Growth vs. Value Investing: A Comprehensive Comparison
Growth and value are two essential approaches to investing in stocks, both with critical factors to consider. While value stocks have typically outperformed growth stocks, Forbes points out that over the past decade, the opposite has been true -- the Russell 1000 Growth Index returned 17% annually and the Russell 1000 Value Index 10%. However, not all investors are concerned solely with these statistics -- some utilize a combination of both strategies instead of one or the other and emphasize the importance of time consideration.
Growth investing involves focusing on stocks that are seen as overvalued with the highest potential for growth in profits, revenues, and cash flow.
Why choose growth investing?
Good approach if investing in companies with better management than others, or those which have a line of products expected to sell well
Growth stocks may perform better when interest rates are falling and company earnings are rising
Considerations for growth investing
More expensive due to their high potential profitability
Greater risk of losing money as negative news about a company could plummet its stock price
Overall more risky -- if predictions are wrong, loss will be greater
In contrast to growth investing, value investing seeks stocks that are undervalued and focuses on the stock’s fundamentals rather than growth potential.

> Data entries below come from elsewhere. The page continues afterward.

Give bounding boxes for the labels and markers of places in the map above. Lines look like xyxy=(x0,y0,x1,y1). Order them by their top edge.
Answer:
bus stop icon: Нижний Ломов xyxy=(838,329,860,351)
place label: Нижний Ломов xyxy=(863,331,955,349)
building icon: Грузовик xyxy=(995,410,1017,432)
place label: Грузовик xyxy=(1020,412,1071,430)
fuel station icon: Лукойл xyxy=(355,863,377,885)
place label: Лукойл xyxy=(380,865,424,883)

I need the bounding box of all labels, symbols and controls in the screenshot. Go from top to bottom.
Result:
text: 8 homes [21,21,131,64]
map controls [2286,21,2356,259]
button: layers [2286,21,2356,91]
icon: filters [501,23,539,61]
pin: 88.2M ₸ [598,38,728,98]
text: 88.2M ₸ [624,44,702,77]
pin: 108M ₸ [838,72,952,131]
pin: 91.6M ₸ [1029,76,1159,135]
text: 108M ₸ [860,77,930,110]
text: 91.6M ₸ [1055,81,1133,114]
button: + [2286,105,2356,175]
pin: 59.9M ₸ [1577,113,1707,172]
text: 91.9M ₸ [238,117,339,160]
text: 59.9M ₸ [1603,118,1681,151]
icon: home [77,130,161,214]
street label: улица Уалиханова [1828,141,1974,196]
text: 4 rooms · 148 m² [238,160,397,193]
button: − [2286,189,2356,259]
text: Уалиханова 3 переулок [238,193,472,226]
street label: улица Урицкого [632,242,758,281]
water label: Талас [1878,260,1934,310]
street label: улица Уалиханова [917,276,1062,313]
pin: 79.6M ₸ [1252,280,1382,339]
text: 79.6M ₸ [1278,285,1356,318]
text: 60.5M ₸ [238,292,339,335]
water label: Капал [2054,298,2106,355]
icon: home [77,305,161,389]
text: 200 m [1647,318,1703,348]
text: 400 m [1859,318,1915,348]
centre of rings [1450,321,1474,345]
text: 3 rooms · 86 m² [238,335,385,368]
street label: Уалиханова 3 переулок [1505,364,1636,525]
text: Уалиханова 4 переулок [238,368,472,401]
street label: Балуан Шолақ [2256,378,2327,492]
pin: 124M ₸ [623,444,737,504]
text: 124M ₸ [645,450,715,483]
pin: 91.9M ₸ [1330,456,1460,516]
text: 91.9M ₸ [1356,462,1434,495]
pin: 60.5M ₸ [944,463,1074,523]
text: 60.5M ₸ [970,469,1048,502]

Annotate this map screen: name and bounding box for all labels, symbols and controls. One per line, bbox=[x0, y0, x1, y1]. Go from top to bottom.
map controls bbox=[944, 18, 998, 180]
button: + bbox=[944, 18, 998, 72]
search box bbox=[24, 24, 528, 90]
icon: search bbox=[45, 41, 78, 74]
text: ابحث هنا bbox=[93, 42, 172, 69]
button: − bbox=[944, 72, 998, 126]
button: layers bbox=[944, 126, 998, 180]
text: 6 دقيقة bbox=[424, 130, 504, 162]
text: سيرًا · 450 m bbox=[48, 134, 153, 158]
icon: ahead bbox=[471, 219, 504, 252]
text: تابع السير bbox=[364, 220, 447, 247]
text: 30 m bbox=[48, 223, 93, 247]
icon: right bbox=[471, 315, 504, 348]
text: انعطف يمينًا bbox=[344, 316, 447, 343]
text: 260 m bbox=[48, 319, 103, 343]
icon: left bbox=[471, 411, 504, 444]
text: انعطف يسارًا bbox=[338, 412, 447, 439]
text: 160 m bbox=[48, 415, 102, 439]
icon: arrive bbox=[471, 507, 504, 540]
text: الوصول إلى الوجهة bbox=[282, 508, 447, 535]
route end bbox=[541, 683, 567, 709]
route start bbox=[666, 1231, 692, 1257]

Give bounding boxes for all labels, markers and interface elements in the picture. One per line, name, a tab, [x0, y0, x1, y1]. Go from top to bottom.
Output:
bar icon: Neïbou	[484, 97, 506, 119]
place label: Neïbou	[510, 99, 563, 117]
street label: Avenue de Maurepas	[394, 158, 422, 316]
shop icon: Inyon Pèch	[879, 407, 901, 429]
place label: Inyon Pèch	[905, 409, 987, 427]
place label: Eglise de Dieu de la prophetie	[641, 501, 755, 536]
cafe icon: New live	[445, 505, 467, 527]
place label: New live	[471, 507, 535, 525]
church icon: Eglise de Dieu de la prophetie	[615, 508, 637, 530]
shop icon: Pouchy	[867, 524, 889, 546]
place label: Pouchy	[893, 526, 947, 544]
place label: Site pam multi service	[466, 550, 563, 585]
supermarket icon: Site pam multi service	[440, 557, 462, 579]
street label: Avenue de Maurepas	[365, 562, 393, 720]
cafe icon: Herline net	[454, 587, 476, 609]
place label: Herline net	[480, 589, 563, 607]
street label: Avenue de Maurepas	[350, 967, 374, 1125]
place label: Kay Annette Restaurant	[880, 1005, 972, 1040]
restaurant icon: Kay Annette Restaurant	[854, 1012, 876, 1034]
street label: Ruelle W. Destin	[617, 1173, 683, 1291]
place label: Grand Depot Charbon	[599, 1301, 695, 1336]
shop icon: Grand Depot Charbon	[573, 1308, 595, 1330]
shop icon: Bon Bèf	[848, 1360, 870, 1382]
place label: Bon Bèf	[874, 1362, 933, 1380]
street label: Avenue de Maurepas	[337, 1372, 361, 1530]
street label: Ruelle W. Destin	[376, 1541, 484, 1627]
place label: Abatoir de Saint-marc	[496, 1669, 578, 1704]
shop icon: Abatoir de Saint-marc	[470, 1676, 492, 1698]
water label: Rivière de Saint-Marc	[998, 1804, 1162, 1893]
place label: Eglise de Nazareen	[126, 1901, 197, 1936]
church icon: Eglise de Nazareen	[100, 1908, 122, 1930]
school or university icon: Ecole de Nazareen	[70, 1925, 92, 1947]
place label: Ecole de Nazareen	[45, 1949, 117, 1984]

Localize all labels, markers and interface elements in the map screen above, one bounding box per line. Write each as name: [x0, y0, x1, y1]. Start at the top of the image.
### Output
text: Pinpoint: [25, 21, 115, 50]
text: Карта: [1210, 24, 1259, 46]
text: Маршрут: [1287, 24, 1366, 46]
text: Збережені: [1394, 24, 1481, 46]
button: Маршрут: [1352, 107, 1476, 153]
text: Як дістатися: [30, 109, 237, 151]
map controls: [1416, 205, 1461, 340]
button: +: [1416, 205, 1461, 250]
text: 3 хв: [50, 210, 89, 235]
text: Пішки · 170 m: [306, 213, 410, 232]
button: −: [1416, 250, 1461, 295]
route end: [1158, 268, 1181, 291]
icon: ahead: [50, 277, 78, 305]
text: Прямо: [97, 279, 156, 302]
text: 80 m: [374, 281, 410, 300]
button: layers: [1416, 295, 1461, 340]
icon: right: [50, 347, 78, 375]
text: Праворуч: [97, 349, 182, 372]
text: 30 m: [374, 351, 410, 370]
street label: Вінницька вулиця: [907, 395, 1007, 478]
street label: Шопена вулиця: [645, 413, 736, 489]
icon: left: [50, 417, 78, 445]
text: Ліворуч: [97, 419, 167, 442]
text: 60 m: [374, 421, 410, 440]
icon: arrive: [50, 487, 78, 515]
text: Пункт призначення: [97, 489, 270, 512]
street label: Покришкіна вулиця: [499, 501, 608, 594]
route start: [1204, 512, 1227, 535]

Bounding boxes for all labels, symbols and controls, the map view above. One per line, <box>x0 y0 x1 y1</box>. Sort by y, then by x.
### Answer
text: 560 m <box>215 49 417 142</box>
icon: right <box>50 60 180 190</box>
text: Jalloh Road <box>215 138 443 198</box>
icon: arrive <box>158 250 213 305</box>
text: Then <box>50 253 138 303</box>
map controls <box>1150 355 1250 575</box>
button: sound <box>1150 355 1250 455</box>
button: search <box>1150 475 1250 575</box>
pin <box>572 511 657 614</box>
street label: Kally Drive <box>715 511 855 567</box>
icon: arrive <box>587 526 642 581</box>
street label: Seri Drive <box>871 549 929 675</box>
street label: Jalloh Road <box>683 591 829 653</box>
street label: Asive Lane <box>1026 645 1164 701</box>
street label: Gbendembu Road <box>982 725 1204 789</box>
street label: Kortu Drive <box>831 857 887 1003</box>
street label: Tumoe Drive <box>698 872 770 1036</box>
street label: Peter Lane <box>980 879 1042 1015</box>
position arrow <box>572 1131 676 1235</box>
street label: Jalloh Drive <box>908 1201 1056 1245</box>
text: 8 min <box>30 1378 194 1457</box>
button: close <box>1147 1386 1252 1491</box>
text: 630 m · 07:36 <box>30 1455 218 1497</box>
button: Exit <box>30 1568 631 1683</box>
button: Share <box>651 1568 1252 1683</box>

Why choose value investing?
Value stocks are less expensive than growth stocks since they are undervalued
Lower risk and volatility since most value stocks are larger, well-established companies that may have gained a temporary negative perception and can recover quickly
Generally more favorable for small cap companies, though things like contributions, withdrawals, and time period should be considered
Considerations for value investing
Prices may fluctuate more during turnaround period
Value stocks can be less profitable in the short term
Which option is best?
While growth and value investing both have their own potential benefits, the biggest takeaway from this brief description of both is that there are two critical considerations when choosing a method: risk tolerance and time. Because of the high volatility of growth investing, that method clearly has a higher risk if stocks don’t perform as expected. Since value investing is often used with larger, more reliable companies, there is generally less risk. When it comes to time considerations, many investors use a mixed approach for the potential of high return and low risk since it can be nearly impossible to predict a winner.